> _AIM OF THE TASK_:
From the records, pick out and copy each line containing "image".

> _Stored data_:
----
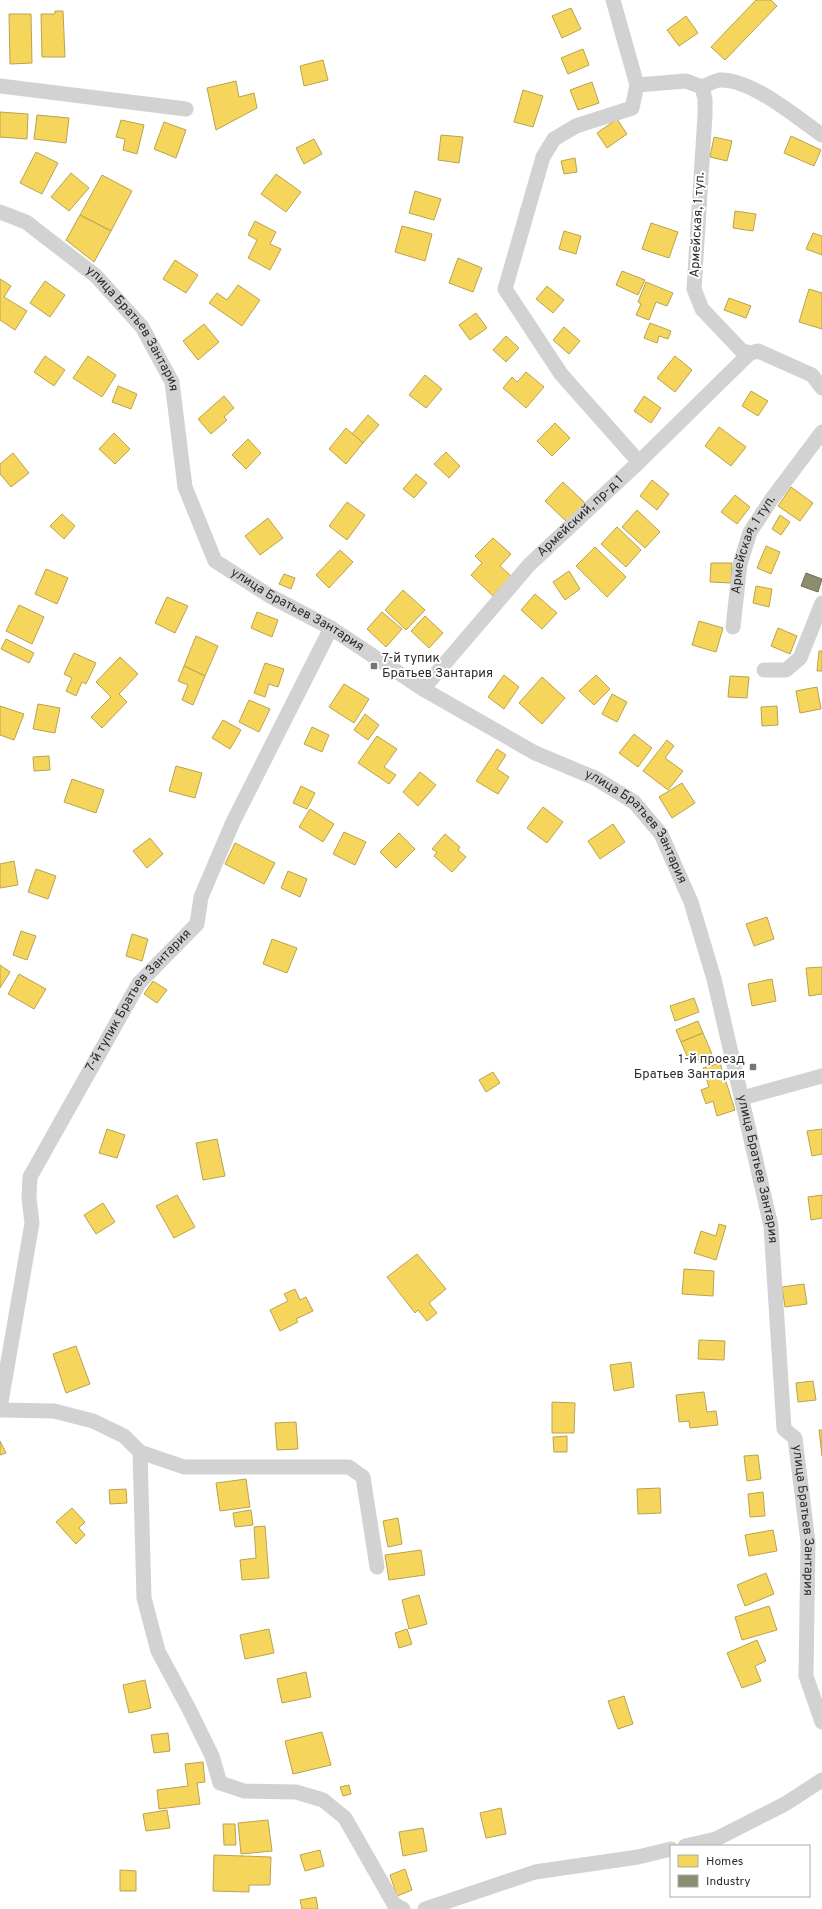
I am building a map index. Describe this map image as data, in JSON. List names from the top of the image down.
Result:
{
  "streets": {
    "street": [
      "Армейская, 1 туп.",
      "улица Братьев Зантария",
      "Армейский, пр-д 1",
      "7-й тупик Братьев Зантария"
    ]
  },
  "crossings": [
    ["Армейская, 1 туп.", "Армейский, пр-д 1"],
    ["улица Братьев Зантария", "Армейский, пр-д 1"],
    ["улица Братьев Зантария", "7-й тупик Братьев Зантария"]
  ],
  "places": {
    "transit": ["7-й тупик Братьев Зантария", "1-й проезд Братьев Зантария"]
  },
  "legend": ["Homes", "Industry"]
}
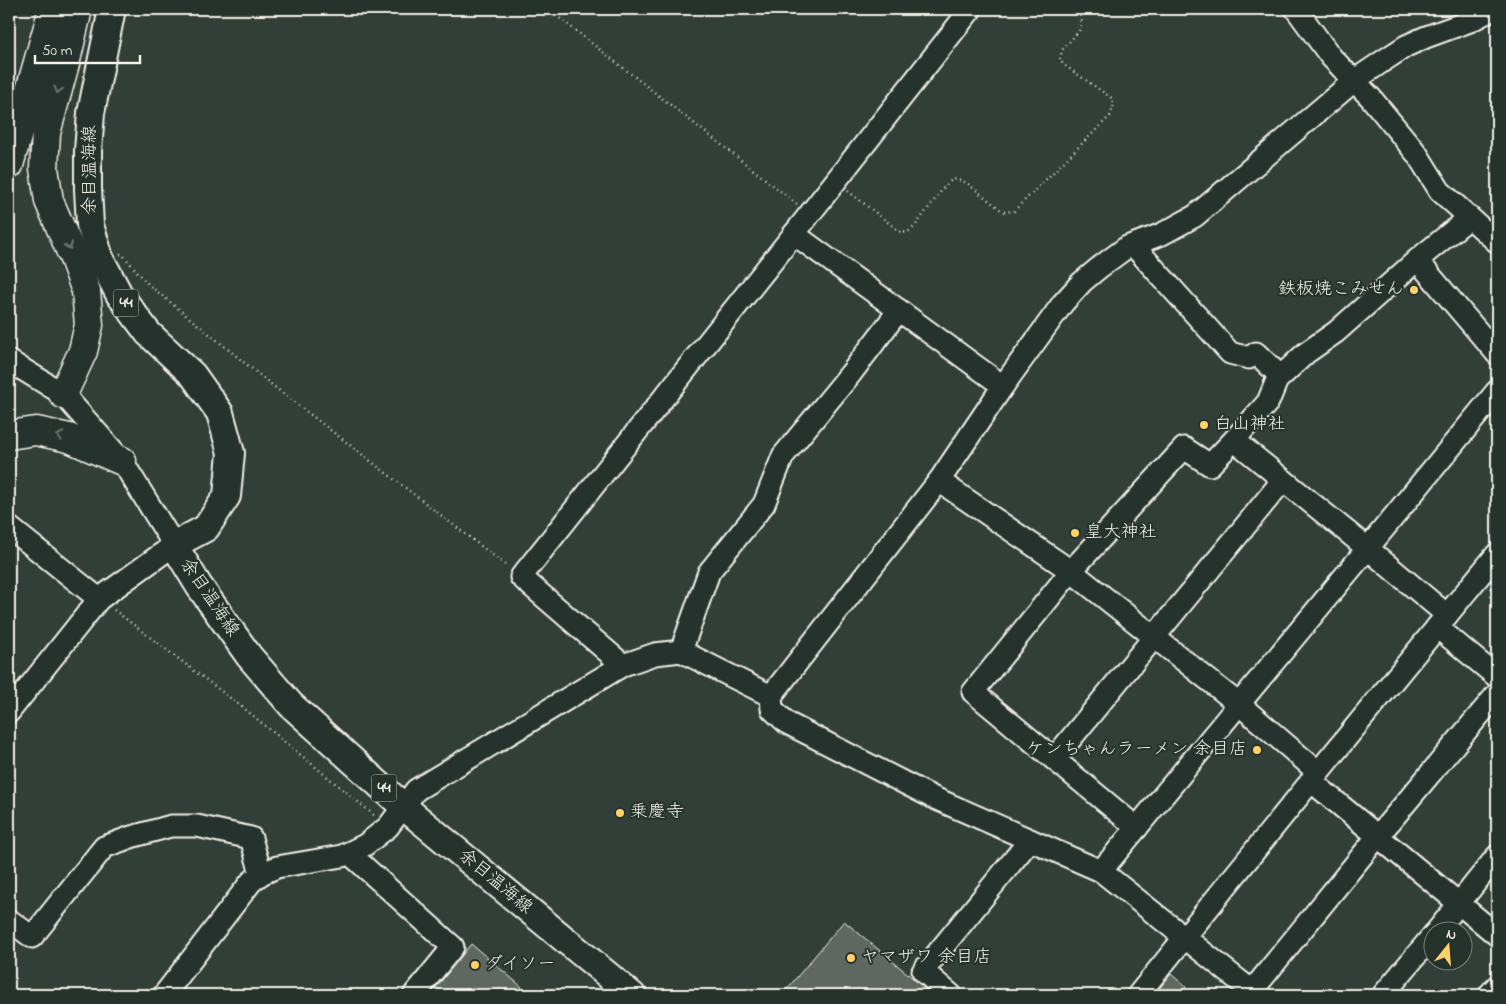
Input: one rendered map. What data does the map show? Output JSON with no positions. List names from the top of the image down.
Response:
{
  "streets": {
    "main road": ["余目温海線", "44"]
  },
  "places": [
    "鉄板焼こみせん",
    "白山神社",
    "皇大神社",
    "ケンちゃんラーメン 余目店",
    "乗慶寺",
    "ヤマザワ 余目店",
    "ダイソー"
  ],
  "scale_bar": "50 m",
  "north": "top"
}
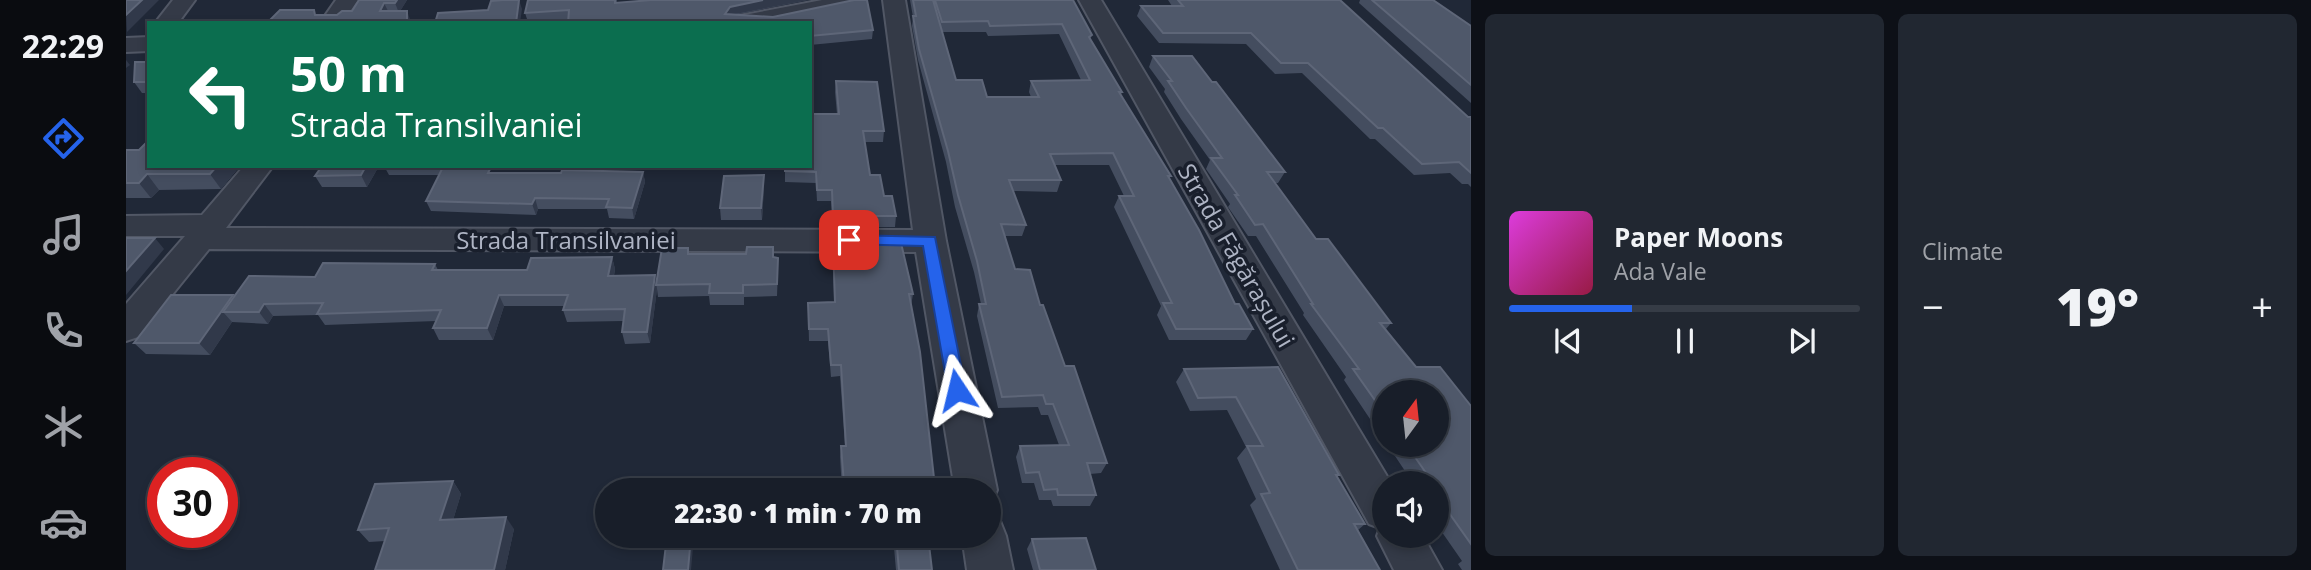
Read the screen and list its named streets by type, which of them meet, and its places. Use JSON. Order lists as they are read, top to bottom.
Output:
----
> _EXERCISE ANSWER_:
I am building a map index. Describe this map image as data, in JSON. List names from the top of the image down.
Input: one rendered map. What data does the map show? Output JSON with no positions. List names from the top of the image down.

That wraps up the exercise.